Fermionic Hamiltonians and non-commutative ${L^p}$ spaces. This gives us motivation for studying hypercontractivity of operators on ${L^2({\mathbb R}^n,\gamma^n)}$: to establish stability estimates for the existence of ground states of bosonic Hamiltonians. But things start to get even more interesting when one considers fermionic Hamiltonians. Fermions are represented on the antisymmetric Fock space, and for that space there is no isomorphism similar to Bargmann’s. His isomorphism is made possible by thinking of states as functions acting on observables; if the observables commute we obtain a well-defined space of functions acting on the joint spectrum of the observables, leading to the identification with a space of functions on ${{\mathbb R}^n}$, where ${n}$ is the number of degrees of freedom of the system.
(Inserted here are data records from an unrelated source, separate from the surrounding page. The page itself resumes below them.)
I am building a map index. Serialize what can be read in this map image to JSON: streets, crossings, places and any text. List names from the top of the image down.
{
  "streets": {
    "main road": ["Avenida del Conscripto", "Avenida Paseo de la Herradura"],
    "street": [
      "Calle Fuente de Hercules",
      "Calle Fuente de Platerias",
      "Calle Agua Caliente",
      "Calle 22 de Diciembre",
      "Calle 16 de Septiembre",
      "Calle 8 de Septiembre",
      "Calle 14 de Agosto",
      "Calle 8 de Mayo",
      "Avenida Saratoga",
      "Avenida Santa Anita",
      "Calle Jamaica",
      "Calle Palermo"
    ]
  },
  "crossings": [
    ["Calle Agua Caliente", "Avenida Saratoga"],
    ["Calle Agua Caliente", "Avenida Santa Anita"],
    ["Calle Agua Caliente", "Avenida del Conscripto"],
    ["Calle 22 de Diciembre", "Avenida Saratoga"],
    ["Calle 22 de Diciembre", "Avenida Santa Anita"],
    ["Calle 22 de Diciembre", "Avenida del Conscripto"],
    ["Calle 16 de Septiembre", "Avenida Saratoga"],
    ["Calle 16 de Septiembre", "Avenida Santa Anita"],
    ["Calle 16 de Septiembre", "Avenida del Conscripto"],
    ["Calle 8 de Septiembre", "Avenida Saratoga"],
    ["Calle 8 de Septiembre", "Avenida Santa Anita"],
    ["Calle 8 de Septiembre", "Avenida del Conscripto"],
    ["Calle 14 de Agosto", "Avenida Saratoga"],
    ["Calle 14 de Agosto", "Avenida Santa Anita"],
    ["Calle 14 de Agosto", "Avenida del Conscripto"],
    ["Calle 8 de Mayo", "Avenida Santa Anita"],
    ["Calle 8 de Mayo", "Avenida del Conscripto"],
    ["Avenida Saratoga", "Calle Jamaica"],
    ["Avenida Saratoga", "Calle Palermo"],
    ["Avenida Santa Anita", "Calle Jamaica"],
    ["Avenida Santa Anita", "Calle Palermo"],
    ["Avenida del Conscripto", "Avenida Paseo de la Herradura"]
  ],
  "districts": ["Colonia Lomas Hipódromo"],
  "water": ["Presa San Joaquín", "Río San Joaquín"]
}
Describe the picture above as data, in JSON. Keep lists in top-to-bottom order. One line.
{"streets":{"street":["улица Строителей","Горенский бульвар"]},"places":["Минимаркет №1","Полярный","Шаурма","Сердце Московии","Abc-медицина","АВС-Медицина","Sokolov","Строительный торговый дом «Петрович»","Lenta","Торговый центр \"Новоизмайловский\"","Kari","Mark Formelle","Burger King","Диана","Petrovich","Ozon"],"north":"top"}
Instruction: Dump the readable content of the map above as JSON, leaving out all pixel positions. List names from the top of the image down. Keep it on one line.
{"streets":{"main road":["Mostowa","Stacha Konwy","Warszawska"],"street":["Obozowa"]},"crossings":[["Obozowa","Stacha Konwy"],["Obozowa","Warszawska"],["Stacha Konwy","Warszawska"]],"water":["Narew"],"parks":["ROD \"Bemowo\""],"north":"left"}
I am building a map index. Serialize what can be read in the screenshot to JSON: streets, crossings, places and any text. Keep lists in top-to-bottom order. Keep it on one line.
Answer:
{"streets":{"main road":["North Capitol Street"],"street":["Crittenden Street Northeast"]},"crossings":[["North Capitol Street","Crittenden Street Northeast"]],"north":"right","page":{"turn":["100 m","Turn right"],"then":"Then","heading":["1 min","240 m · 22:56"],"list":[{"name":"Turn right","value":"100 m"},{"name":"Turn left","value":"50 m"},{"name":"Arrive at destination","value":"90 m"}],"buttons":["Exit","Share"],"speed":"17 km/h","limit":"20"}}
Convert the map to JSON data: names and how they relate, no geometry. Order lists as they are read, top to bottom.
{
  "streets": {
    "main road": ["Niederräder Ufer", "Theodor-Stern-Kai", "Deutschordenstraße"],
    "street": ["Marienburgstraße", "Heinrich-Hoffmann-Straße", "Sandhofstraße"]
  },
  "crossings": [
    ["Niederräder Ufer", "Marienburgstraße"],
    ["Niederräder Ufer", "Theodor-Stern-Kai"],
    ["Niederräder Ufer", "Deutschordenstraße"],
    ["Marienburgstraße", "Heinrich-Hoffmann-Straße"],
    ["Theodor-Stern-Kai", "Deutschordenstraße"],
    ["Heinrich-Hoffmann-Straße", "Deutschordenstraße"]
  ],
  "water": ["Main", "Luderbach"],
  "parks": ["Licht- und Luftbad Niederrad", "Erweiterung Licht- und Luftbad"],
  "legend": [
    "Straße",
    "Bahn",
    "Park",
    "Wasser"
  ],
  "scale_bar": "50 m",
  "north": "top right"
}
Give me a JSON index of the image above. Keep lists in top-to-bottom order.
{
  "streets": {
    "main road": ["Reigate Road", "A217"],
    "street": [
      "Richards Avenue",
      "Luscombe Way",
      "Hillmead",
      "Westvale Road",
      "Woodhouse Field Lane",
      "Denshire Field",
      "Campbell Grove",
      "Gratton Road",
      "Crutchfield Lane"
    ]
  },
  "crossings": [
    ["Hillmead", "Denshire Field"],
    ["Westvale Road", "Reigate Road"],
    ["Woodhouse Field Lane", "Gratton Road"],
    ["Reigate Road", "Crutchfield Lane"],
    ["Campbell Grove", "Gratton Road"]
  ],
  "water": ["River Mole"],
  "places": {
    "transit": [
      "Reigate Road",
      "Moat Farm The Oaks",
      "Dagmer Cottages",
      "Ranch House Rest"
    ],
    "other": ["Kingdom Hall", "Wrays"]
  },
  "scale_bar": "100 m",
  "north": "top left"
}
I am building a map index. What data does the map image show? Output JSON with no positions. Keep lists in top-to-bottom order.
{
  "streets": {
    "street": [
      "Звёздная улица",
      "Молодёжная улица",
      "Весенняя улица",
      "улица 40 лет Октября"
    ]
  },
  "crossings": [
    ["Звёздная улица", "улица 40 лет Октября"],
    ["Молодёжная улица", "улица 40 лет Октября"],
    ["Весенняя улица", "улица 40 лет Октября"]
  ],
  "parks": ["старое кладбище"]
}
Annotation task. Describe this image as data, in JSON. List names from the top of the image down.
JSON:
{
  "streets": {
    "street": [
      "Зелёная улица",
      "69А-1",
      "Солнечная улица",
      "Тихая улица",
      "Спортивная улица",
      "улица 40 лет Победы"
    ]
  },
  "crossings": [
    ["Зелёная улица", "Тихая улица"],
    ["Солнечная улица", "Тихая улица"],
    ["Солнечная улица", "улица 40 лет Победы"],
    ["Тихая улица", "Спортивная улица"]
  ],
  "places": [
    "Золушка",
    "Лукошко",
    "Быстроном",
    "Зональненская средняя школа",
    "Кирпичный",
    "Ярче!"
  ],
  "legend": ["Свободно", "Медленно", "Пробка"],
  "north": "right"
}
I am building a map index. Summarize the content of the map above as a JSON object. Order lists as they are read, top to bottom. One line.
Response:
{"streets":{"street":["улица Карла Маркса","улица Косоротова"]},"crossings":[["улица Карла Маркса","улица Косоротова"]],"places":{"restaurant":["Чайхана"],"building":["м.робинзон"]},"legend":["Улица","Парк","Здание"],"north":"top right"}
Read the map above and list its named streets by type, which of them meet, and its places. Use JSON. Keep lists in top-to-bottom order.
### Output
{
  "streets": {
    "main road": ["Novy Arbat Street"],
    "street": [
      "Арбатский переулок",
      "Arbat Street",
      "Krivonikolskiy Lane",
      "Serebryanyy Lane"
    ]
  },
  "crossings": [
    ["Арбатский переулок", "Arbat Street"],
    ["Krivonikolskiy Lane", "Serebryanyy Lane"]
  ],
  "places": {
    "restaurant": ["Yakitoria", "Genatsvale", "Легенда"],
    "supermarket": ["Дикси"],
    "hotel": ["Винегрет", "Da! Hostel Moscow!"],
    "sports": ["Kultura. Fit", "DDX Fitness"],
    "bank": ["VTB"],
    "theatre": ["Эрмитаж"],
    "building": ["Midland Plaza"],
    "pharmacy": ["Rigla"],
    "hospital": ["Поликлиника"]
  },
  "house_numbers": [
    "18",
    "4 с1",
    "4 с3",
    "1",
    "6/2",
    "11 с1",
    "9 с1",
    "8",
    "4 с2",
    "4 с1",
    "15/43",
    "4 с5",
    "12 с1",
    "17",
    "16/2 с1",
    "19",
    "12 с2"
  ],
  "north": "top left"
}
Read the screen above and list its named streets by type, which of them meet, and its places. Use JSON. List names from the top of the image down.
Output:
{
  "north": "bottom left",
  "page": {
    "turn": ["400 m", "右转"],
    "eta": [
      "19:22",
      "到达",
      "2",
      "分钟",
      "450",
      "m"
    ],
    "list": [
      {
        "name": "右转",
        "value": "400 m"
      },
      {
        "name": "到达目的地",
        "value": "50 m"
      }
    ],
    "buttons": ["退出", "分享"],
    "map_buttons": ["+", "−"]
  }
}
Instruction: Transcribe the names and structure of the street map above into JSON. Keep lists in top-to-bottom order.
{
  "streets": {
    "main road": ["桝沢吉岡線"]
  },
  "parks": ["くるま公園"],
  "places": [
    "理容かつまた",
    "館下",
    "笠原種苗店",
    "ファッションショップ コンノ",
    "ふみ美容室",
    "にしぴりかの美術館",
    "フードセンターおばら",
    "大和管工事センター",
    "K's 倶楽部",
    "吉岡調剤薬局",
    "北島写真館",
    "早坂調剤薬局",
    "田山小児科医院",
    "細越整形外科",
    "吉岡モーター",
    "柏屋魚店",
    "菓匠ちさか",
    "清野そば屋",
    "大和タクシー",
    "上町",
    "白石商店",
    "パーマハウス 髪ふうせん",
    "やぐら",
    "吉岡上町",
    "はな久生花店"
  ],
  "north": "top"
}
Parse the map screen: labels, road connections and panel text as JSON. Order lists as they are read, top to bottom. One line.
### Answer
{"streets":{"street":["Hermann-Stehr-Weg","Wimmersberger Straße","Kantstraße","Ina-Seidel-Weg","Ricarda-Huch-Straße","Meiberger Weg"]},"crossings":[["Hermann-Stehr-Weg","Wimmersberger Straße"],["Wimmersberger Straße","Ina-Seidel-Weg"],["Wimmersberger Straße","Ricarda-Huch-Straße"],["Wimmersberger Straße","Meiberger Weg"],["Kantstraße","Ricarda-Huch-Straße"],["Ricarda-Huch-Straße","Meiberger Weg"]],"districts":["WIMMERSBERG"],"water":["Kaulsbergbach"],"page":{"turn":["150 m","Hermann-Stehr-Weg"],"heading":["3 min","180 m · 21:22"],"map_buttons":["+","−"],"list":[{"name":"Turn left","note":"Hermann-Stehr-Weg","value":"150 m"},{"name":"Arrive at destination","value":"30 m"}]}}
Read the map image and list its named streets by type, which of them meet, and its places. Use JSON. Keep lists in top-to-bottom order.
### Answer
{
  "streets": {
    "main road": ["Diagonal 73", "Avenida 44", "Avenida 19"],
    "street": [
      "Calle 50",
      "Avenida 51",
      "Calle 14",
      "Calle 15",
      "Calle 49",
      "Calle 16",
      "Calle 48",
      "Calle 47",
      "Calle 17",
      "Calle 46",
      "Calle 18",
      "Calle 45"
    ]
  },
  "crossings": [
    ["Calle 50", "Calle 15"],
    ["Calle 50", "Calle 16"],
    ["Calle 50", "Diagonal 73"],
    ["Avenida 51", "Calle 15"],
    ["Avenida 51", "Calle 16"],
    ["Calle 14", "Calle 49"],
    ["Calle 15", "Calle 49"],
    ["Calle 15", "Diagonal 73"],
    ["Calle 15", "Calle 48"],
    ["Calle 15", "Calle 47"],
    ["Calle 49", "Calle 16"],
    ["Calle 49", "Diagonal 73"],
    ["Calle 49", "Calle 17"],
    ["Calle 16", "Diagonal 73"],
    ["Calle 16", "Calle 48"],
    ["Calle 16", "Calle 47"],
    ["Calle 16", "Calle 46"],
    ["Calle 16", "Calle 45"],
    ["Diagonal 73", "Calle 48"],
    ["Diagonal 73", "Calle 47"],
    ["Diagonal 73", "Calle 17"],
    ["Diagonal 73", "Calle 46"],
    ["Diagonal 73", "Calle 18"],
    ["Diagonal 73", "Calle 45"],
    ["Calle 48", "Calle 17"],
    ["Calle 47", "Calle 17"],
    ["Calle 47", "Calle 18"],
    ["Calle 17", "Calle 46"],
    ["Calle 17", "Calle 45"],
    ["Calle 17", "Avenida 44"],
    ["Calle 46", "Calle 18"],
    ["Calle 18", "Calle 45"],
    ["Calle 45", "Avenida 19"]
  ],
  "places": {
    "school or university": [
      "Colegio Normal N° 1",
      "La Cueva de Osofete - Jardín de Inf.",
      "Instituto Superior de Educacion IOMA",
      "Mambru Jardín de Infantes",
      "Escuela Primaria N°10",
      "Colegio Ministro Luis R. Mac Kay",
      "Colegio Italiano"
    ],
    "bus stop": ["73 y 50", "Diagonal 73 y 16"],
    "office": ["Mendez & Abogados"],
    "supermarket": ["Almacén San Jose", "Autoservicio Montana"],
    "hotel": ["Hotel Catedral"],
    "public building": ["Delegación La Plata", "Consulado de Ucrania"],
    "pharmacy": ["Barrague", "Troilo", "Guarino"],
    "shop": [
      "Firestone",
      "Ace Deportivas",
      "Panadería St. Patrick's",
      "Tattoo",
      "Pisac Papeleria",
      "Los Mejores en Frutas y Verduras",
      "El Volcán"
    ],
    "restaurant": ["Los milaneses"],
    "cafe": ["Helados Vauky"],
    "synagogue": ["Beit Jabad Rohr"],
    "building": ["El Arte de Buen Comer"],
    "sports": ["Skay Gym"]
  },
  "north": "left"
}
But the fermionic creation and annihilation operators anti-commute: they can’t be simultaneously diagonalized. So states are naturally functions on the non-commutative algebra ${\mathcal{A}}$ generated by these operators. Apparently Segal was the first to explore this path explicitly, and he used it as motivation to introduce non-commutative integration spaces ${L^p(\mathcal{A})}$. (As an aside, I find it interesting how the physics suggested the creation of such a beautiful mathematical theory. I used to believe that the opposite happened more often — first the mathematicians develop structures, then the physicists find uses for them — but I’m increasingly realizing that historically it’s quite the opposite that tends to happen, and this is especially true in all things quantum mechanical!) For the case of fermions the canonical anti-commutation relations make the algebra generated by the creation and annihilation operators into a Clifford algebra ${\mathcal{C}}$, and the question of existence and uniqueness of ground states now suggests us to explore the hypercontractivity properties of the associated semigroup (third example in the previous post) in ${L^p(\mathcal{C})}$. This approach was carried out in beautiful work of Gross; the hypercontractivity estimate used by Gross was generalized, with optimal bounds, by Carlen and Lieb. (I recommend the introduction to their paper for more details on how hypercontractivity comes in, and Gross’ paper for more details on the correspondance between the original fermionic Hamiltonian and the semigroup for which hyperocntractivity is needed.)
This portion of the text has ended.